Selected datasets represent different aspects of the walk and wave action classes. KTH and Weizmann contain videos performed by people acting and represent those action classes in a canonical way. In UCF and HMDB, action classes are not acted and are represented in different situations and contexts. It brings visual variabilities and noise (movement which do not correspond to the observed action). They provide a representation of a walk and wave action classes “in the wild”. Both, acted and generic dataset contains complementary information about an action. In can be observed in Tables 6 and 8 that KTH and HDMB, respectively a constrained (acted) and a generic video dataset, perform well in generalization.
We explore the representation generalization of human actions by enhancing the previous process using a weighted mixture of datasets in the training phase. We use the percent drop of each dataset as a weight to build a new dataset giving more importance to videos from datasets with good generalization. This new dataset contains 200 positive and 200 negative examples from each dataset drawn proportionally to their weight obtained by normalizing the percent drop.
Tables 7 and 9 show results obtained with this “mixture” dataset. The average rate when testing on all the other is fairly high compared to rates obtained in Table 8 (83.6 % for walk and 83.3 % for wave).
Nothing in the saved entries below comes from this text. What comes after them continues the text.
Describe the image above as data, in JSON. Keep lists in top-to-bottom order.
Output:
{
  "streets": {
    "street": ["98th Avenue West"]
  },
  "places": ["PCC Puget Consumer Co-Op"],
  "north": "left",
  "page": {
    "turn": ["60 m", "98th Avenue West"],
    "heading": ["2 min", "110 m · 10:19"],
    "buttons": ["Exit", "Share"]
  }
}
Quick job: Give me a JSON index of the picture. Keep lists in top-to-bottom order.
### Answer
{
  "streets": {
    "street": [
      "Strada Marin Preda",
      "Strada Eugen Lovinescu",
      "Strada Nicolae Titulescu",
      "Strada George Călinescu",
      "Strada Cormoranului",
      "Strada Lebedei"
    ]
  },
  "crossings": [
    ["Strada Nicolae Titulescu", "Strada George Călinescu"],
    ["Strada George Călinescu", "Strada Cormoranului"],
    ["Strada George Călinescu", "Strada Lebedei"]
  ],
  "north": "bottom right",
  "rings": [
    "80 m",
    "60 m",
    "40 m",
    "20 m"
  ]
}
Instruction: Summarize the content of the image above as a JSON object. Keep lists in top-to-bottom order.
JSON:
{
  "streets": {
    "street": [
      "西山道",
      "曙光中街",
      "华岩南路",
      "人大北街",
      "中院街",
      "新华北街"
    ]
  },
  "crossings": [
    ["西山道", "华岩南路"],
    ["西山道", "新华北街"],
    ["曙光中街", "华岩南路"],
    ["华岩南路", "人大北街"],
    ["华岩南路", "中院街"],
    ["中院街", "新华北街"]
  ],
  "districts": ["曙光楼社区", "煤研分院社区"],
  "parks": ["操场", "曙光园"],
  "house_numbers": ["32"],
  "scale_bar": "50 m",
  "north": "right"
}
The percent drop is just 6.9 % in average, which is half of the percent drop of HMDB51 which is the best in generalization among the other datasets (15 % for walk and 24 % for wave). This new dataset, which is a mix of previous datasets drawn proportionally to their generalization rates, provides a robust representation of the walk and wave action classes.
This dataset bias is new and not addressed in the literature, and only few papers point out this issue and cross dataset generalization ([17, 43]).
Building mixed dataset from different datasets according to their generalization capacity is a preliminary work, but it brings some guidelines for a robust representation of human actions, especially in concrete applications where action recognition methods are used.
5 Conclusion
This paper presents a novel approach of human actions recognition in video sequences. Video sequences are characterized by critical points estimated from the optical flow field and trajectories of critical points at different spatial and temporal scales.
The characterization in the frequency domain of the movement trajectories combined with motion orientation and shape information enable to reach among the best rate of recognition of the literature. Only the movement of critical points is characterized, which represents a significant advantage in terms of complexity. Indeed, obtained recognition rates are close to dense strategy approaches but with the computation of fewer features. Critical points are well reflecting movements present in the tested video sequences, and the fusion process shows efficiency in the action recognition task.
Recognition rates on different datasets illustrate the performance of the proposed method for different cases: recognition of actions with constrained acquisition conditions (KTH) or in realistic videos (UCF-11); discrimination of different actions with strong visual similarities (Weizmann); discrimination of a large number of action classes (UCF-50).
The introduction of cross-dataset generalization provides a good robustness for describing elementary actions. It illustrates the ability of the approach to robustly characterize an action despite dataset bias.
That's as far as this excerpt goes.